Introduction to Rubrics, Chapter Six: Grading with Rubrics
In this chapter, the authors discuss several ways that rubrics improve and speed up grading, depending on the type of rubric used. This is the part of the process that I have struggled with and already I have some good ideas about how to improve the use of rubrics. I am interested in learning about how points and grades can and should best be attached to rubrics.
The first thing rubrics can do is make grading more consistent and fair. This book calls this establishing “performance anchors” (73). I laughed when the authors talked about the ways we, as graders, get through papers, by giving ourselves treats, by plowing through in marathon sessions without thinking, by counting and dividing classes into sections. I have done all of these things (I’ve even been known to clean the house—a chore I detest—to avoid grading a pile of papers) to make grading papers more manageable, but rubrics might make grading less of a chore if constructed and used well.
Probably the most useful aspect of rubrics is “providing detailed, formative feedback” (73). By using the three to five level rubric, instructors can avoid writing the same comments on student assignments over and over (nice introduction, thesis needs to be more specific, passive voice problems, need to tie ideas back to thesis, etc). These elements are already in the rubric, so the instructor can just check or circle them, giving students the same feedback but in a more consistent and organized manner. The authors do discuss two methods of using the three to five level rubric—with check boxes and just circling elements. Although creating the check boxes takes a little more time, it seems more useful and organized. For online grading, instructors could use highlighting instead of circling.
Scoring rubrics are also useful and time saving if the students are already pretty proficient in their work. By giving only the highest level of achievement and then room for comments, these scoring rubrics allow students to know the expectations of the assignment and give the instructor opportunity to add individual feedback. However, if the student does have trouble with the final assignment, the scoring rubric doesn’t save much time because the comments are numerous.
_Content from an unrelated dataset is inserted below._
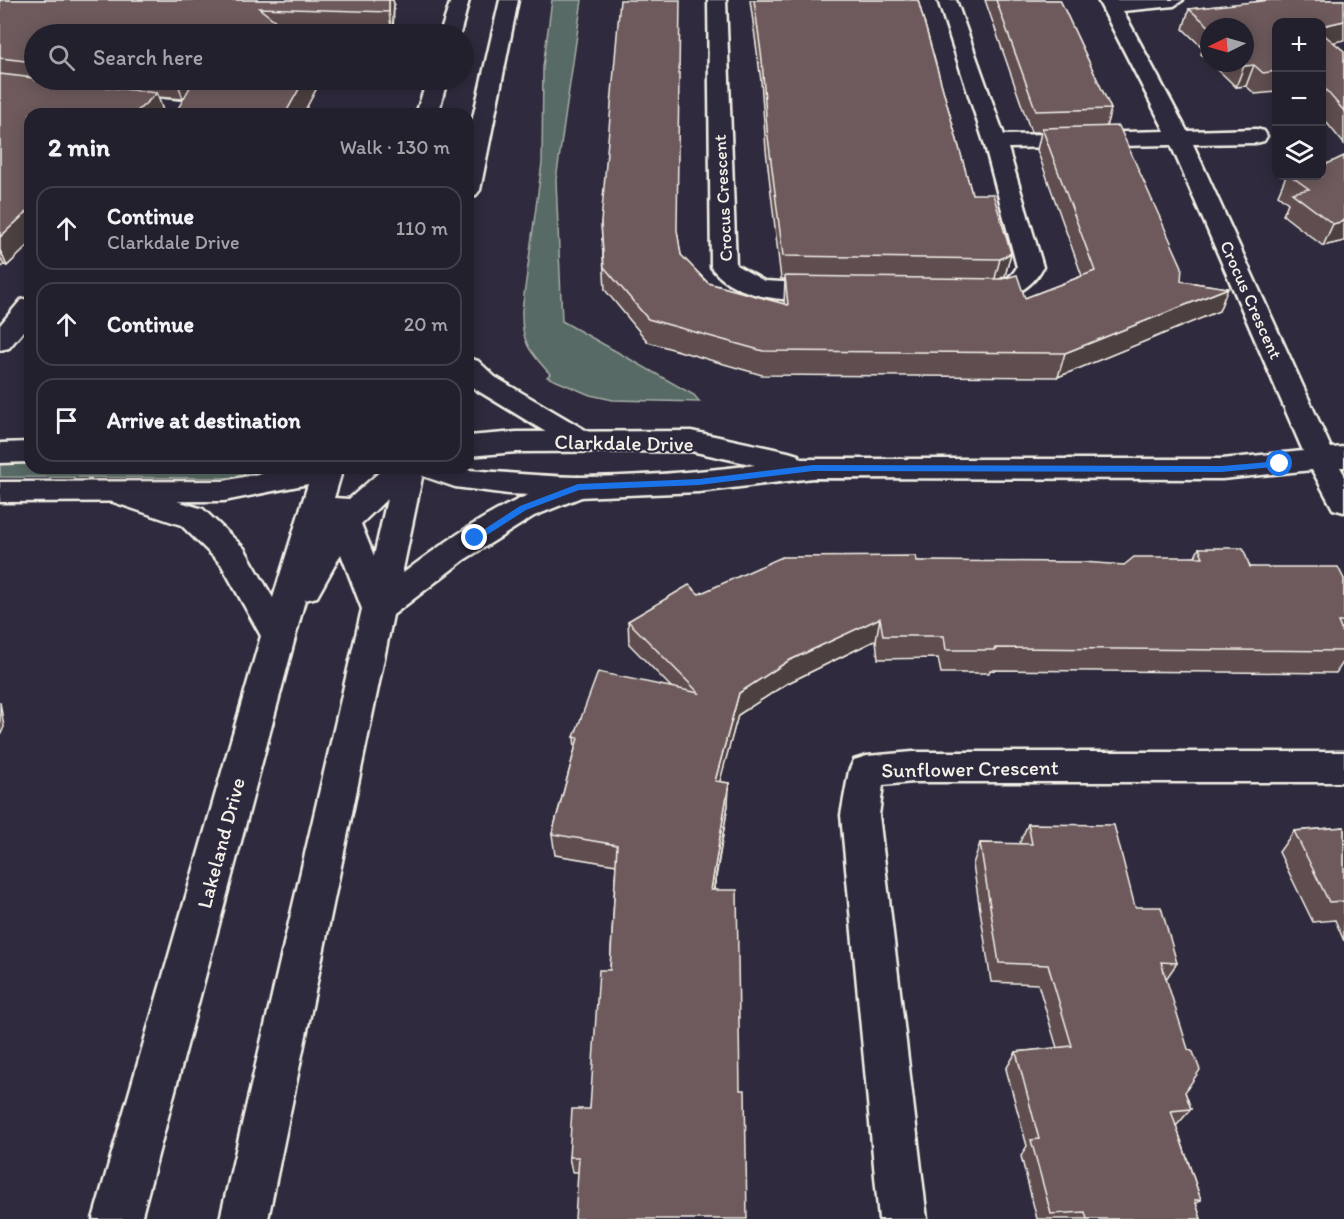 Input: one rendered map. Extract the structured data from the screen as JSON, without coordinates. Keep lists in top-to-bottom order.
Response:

The last part of rubric use is, of course, grading. The authors discuss the benefits and pitfalls of assigning points to a rubric. They give a great example of a scoring rubric using points, which makes the grade quite clear to the student and makes grading a simple exercise for the instructor. However, they also talk about the problems with assigning points to rubrics –that students may nitpick over the points in a certain section or want to argue their grade more. They make a good point that before using rubrics, most instructors just gave comments and a grade—much less feedback and organization than a rubric. I think that involving students in weighing the dimensions of a rubric could help with this. If students are invested in the process of creating the rubric, they may not challenge it as much. I will have to try a couple of different ways and see what results in the most improvement. I have always been a pretty holistic grader, but sometimes I find it useful to break down the grade more clearly for me and my students. It can depend on the assignment. In my poem assignments in creative writing, I think assigning points will actually make the grading clearer and more fair—same with a major research paper. I’m not so sure about other assignments like composition I papers, especially the final exam. Even if points are not included in the rubric, students and instructors can usually tell the quality of the paper from the number of checks or circles in each level. For example, if the student has many more checks in the “excellent” category than any other, that is clearly an A paper. Same if the most checks are in the middle category, etc.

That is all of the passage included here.